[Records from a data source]
=== Section Start ===

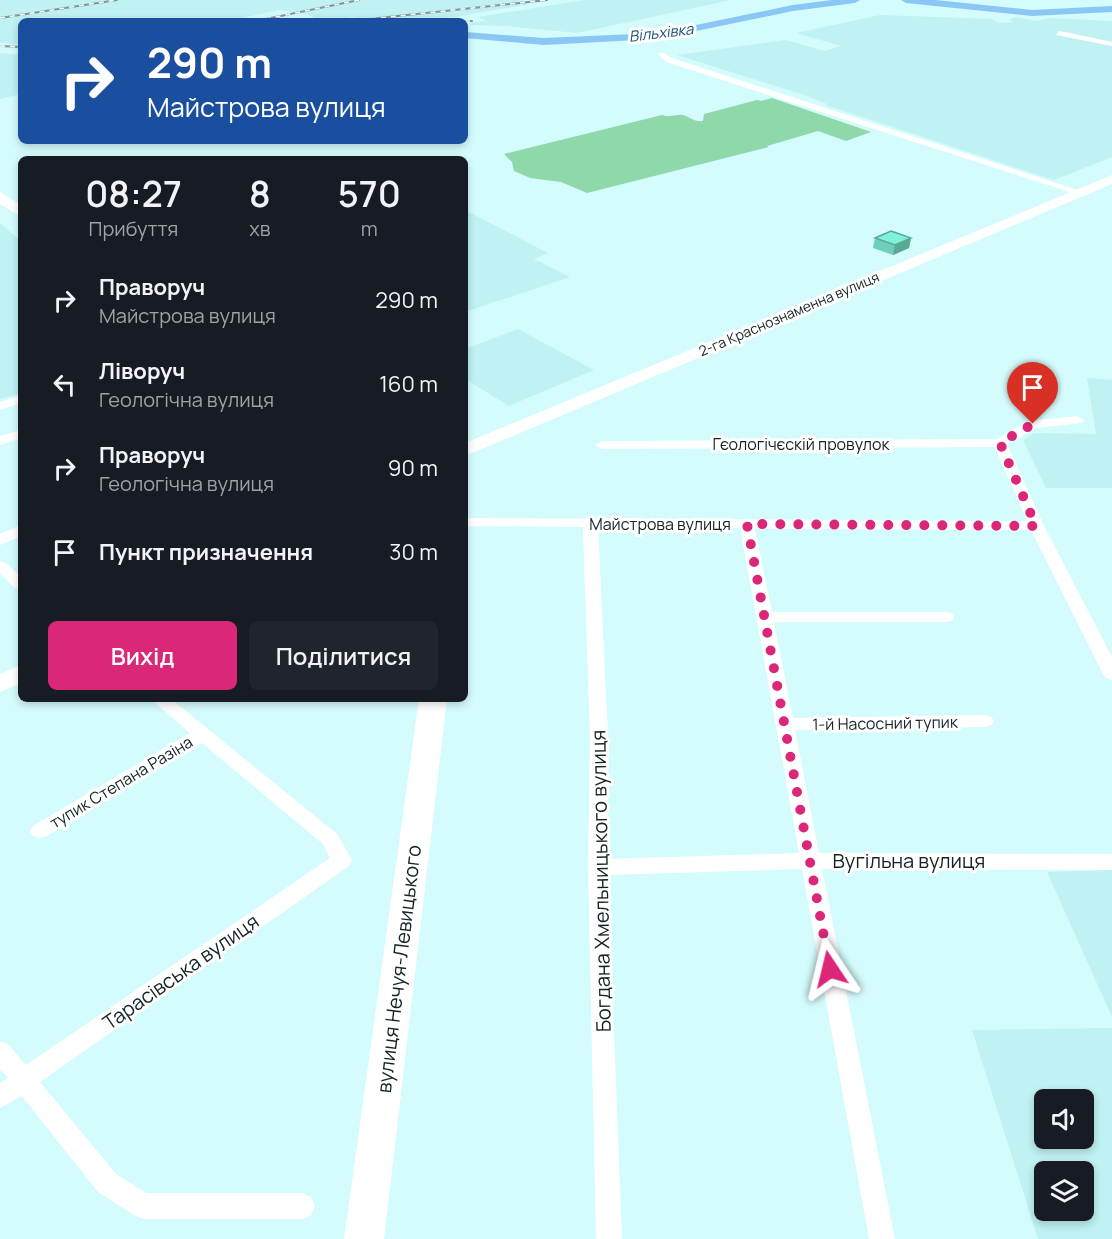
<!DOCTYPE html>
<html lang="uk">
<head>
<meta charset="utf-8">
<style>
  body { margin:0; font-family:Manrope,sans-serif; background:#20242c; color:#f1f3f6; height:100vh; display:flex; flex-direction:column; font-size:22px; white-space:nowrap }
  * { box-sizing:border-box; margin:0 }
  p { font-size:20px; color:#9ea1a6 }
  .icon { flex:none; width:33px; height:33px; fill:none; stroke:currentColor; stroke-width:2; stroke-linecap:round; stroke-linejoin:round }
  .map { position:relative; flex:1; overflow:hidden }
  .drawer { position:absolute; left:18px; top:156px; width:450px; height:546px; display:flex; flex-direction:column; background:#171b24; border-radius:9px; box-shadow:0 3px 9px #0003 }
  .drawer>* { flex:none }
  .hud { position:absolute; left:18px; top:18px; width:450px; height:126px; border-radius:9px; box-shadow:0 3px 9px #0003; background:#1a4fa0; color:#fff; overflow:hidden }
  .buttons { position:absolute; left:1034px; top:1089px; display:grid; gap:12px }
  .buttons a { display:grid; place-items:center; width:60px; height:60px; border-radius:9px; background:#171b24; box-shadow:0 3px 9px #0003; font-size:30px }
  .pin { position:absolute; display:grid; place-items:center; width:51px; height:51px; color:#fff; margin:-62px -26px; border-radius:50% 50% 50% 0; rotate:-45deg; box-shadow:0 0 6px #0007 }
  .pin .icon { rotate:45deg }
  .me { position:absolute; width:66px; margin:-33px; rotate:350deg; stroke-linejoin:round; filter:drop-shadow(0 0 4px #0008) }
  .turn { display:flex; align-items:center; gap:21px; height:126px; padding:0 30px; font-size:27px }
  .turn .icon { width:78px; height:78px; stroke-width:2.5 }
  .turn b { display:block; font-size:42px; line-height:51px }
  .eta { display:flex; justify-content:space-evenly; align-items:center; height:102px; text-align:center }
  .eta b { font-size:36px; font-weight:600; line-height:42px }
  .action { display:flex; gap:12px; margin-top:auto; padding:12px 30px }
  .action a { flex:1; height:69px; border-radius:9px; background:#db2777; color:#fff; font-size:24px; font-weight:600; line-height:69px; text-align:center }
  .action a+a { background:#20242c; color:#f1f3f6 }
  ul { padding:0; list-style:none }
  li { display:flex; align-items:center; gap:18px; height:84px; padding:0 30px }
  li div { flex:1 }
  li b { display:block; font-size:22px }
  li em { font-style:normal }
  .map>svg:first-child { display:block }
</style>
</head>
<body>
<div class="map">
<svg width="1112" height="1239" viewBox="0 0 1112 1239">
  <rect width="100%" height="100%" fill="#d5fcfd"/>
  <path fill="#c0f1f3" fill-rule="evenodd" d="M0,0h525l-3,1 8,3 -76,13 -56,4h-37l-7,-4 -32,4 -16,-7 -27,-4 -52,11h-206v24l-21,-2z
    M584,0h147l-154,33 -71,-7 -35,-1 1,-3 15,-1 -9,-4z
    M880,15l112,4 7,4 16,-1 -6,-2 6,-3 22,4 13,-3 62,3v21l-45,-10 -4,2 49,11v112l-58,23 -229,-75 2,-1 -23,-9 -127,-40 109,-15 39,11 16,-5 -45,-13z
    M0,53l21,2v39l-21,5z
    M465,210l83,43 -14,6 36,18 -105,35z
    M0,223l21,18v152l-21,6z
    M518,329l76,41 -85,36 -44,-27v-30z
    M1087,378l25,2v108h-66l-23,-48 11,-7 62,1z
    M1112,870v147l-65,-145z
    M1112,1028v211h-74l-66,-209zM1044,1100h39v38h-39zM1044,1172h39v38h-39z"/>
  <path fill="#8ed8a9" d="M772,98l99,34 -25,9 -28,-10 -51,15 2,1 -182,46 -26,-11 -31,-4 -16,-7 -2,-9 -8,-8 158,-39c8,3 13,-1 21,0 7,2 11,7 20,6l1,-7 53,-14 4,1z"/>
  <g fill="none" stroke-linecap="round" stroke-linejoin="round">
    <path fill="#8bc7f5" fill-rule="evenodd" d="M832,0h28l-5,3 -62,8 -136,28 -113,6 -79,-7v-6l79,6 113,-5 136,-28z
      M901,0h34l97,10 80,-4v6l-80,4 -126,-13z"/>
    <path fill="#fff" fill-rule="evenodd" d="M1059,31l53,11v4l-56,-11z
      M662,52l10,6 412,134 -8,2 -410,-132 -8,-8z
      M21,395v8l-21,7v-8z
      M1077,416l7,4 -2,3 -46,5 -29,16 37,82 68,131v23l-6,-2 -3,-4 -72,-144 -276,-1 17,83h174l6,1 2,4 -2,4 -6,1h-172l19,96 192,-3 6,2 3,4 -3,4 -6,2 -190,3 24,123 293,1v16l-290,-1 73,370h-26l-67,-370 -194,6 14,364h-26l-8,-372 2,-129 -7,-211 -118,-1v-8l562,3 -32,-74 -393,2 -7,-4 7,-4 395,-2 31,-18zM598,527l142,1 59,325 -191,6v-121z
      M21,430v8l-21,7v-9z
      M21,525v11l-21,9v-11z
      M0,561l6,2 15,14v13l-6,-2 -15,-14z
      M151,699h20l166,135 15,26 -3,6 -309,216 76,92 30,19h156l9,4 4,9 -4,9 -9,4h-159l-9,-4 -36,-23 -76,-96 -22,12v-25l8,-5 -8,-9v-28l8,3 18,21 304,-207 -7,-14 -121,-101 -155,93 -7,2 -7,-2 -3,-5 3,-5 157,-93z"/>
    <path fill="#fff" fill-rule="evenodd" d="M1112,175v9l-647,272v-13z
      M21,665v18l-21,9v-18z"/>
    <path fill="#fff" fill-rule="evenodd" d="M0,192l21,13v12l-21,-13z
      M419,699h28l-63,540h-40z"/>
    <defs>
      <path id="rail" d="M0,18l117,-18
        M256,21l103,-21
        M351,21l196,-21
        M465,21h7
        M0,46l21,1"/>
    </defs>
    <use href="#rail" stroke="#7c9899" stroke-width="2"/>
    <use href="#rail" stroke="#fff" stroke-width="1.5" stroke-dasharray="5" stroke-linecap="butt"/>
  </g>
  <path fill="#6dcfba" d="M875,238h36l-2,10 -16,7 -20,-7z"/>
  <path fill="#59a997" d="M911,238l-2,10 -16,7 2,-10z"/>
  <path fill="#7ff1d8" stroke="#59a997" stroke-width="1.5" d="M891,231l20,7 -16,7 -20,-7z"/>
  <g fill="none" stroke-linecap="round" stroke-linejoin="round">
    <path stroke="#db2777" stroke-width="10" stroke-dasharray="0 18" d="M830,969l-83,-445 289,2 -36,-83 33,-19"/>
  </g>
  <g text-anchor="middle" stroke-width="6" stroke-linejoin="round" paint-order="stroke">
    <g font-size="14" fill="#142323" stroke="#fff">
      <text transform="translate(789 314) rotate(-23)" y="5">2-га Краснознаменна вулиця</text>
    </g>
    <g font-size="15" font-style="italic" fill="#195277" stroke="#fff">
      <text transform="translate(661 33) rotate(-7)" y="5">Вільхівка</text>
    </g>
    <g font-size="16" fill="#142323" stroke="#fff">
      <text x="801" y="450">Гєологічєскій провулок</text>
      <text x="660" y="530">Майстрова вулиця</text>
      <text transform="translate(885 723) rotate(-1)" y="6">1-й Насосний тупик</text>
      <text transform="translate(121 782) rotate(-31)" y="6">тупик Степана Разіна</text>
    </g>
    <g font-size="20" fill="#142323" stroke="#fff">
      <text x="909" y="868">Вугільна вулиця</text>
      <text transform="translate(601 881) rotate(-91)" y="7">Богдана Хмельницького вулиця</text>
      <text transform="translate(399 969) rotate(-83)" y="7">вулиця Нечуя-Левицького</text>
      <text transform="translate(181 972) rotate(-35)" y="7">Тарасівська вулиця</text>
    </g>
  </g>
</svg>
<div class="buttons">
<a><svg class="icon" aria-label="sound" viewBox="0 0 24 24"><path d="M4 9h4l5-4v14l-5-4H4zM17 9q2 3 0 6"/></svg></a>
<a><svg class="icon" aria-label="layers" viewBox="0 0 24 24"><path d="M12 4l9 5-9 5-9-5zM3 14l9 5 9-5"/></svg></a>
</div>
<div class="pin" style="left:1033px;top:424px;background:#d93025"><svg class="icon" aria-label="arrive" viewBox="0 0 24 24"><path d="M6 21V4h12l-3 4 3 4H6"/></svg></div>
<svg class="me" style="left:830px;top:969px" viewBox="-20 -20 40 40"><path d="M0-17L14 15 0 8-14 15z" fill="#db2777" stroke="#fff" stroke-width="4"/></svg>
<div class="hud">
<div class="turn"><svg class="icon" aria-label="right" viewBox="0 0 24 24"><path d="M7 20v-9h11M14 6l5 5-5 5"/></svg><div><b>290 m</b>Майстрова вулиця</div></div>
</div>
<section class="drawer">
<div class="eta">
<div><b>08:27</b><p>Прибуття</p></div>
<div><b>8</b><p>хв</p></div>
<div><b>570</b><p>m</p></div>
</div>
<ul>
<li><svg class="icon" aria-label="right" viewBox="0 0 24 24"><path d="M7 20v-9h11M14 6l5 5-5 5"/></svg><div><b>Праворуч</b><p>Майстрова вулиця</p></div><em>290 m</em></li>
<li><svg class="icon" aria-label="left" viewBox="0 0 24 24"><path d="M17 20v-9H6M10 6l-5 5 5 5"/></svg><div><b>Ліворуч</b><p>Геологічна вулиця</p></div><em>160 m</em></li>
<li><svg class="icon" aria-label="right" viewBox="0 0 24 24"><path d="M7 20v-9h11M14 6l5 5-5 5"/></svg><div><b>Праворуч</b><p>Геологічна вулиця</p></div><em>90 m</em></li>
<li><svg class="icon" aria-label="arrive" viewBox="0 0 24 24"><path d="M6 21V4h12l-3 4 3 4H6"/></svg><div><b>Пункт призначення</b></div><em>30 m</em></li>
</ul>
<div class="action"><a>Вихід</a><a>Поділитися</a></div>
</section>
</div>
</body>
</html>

=== Section End ===

## PROBLEM STATEMENT
Check each line of the entries for the string "overflow". Copy the lines that have it.

## SOLUTION TO THIS TASK
  .map { position:relative; flex:1; overflow:hidden }
  .hud { position:absolute; left:18px; top:18px; width:450px; height:126px; border-radius:9px; box-shadow:0 3px 9px #0003; background:#1a4fa0; color:#fff; overflow:hidden }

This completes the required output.